→ **Work to be completed**:
Lines from the entries below that hold "Curupay" form the answer; copy all of them.

══════

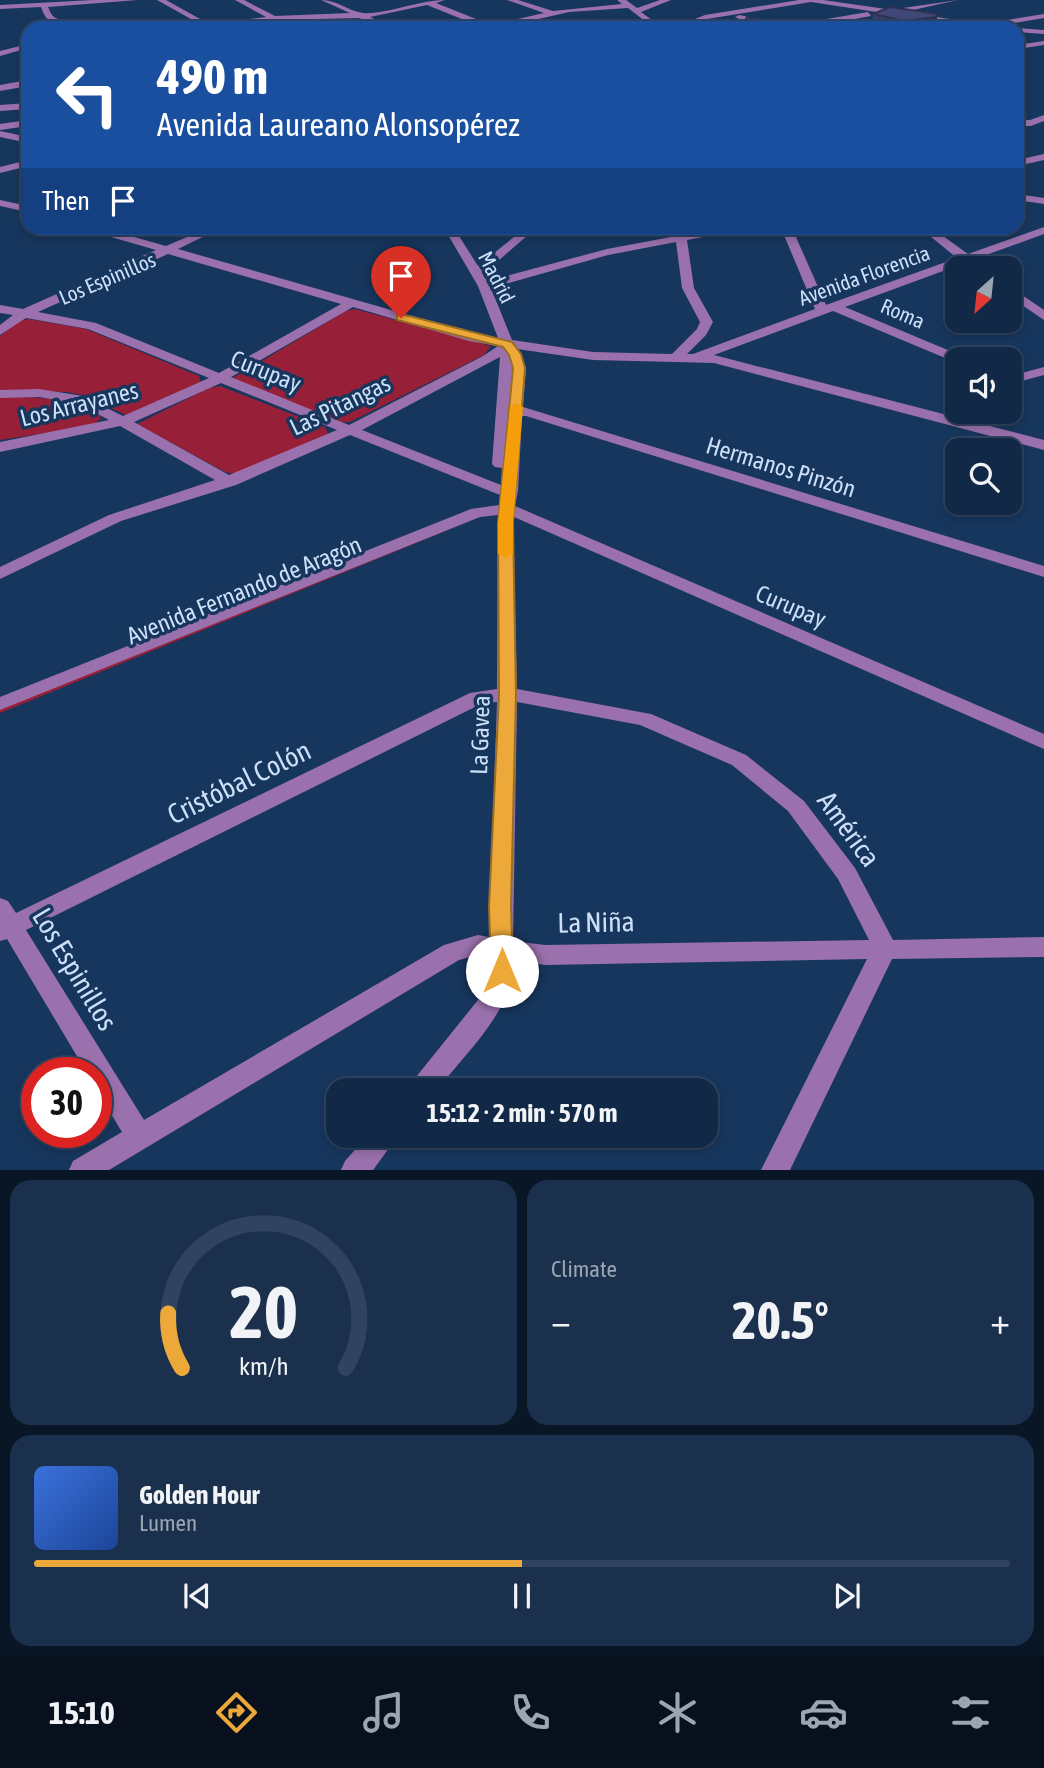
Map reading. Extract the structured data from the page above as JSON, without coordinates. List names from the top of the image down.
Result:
{
  "streets": {
    "street": [
      "Avenida Florencia",
      "Madrid",
      "Los Espinillos",
      "Roma",
      "Curupay",
      "Los Arrayanes",
      "Las Pitangas",
      "Hermanos Pinzón",
      "Avenida Fernando de Aragón",
      "La Gavea",
      "Cristóbal Colón",
      "América",
      "La Niña"
    ]
  },
  "crossings": [
    ["Avenida Florencia", "Roma"],
    ["Madrid", "Las Pitangas"],
    ["Madrid", "La Gavea"],
    ["Los Espinillos", "Curupay"],
    ["Los Espinillos", "Cristóbal Colón"],
    ["Los Espinillos", "La Niña"],
    ["Curupay", "Los Arrayanes"],
    ["Curupay", "Las Pitangas"],
    ["Curupay", "Avenida Fernando de Aragón"],
    ["Curupay", "La Gavea"],
    ["Las Pitangas", "La Gavea"],
    ["Hermanos Pinzón", "La Gavea"],
    ["Avenida Fernando de Aragón", "La Gavea"],
    ["La Gavea", "Cristóbal Colón"],
    ["La Gavea", "América"],
    ["La Gavea", "La Niña"],
    ["Cristóbal Colón", "América"],
    ["América", "La Niña"]
  ],
  "north": "bottom left",
  "page": {
    "turn": ["490 m", "Avenida Laureano Alonsopérez"],
    "then": "Then",
    "limit": "30",
    "trip": "15:12 · 2 min · 570 m",
    "tile": "Climate",
    "heat": ["−", "20.5°", "+"],
    "song": ["Golden Hour", "Lumen"],
    "tabs": "15:10",
    "gauge": ["20", "km/h"]
  }
}
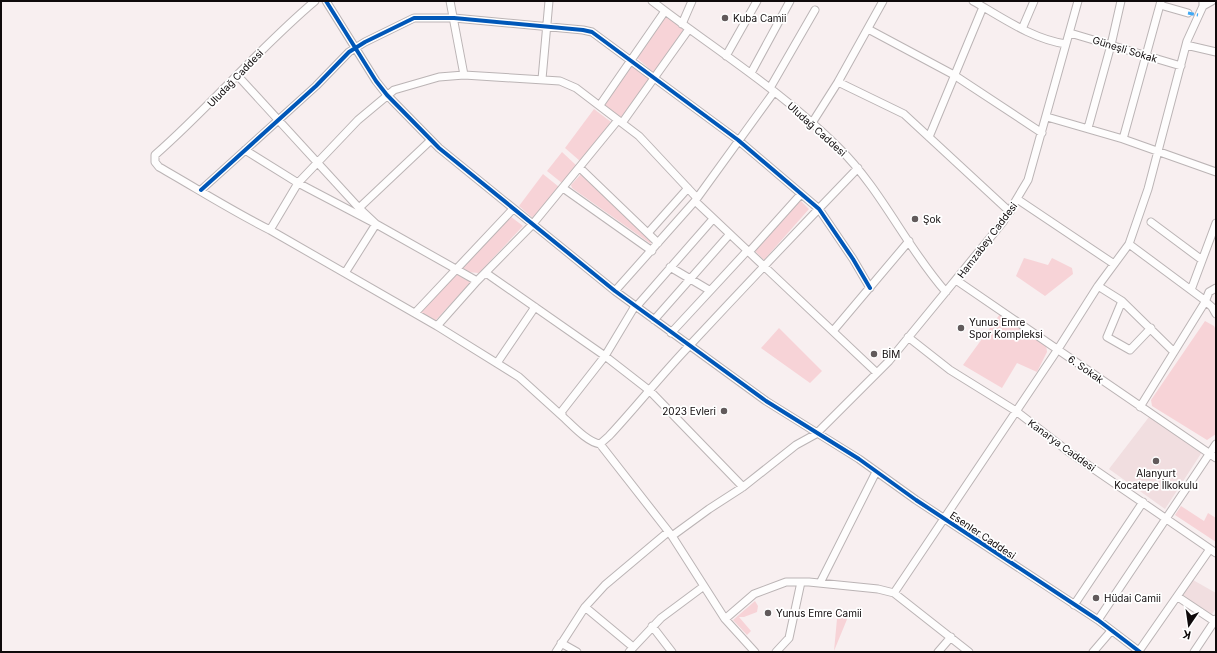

══════

→ **Response box**:
      "Curupay",
    ["Los Espinillos", "Curupay"],
    ["Curupay", "Los Arrayanes"],
    ["Curupay", "Las Pitangas"],
    ["Curupay", "Avenida Fernando de Aragón"],
    ["Curupay", "La Gavea"],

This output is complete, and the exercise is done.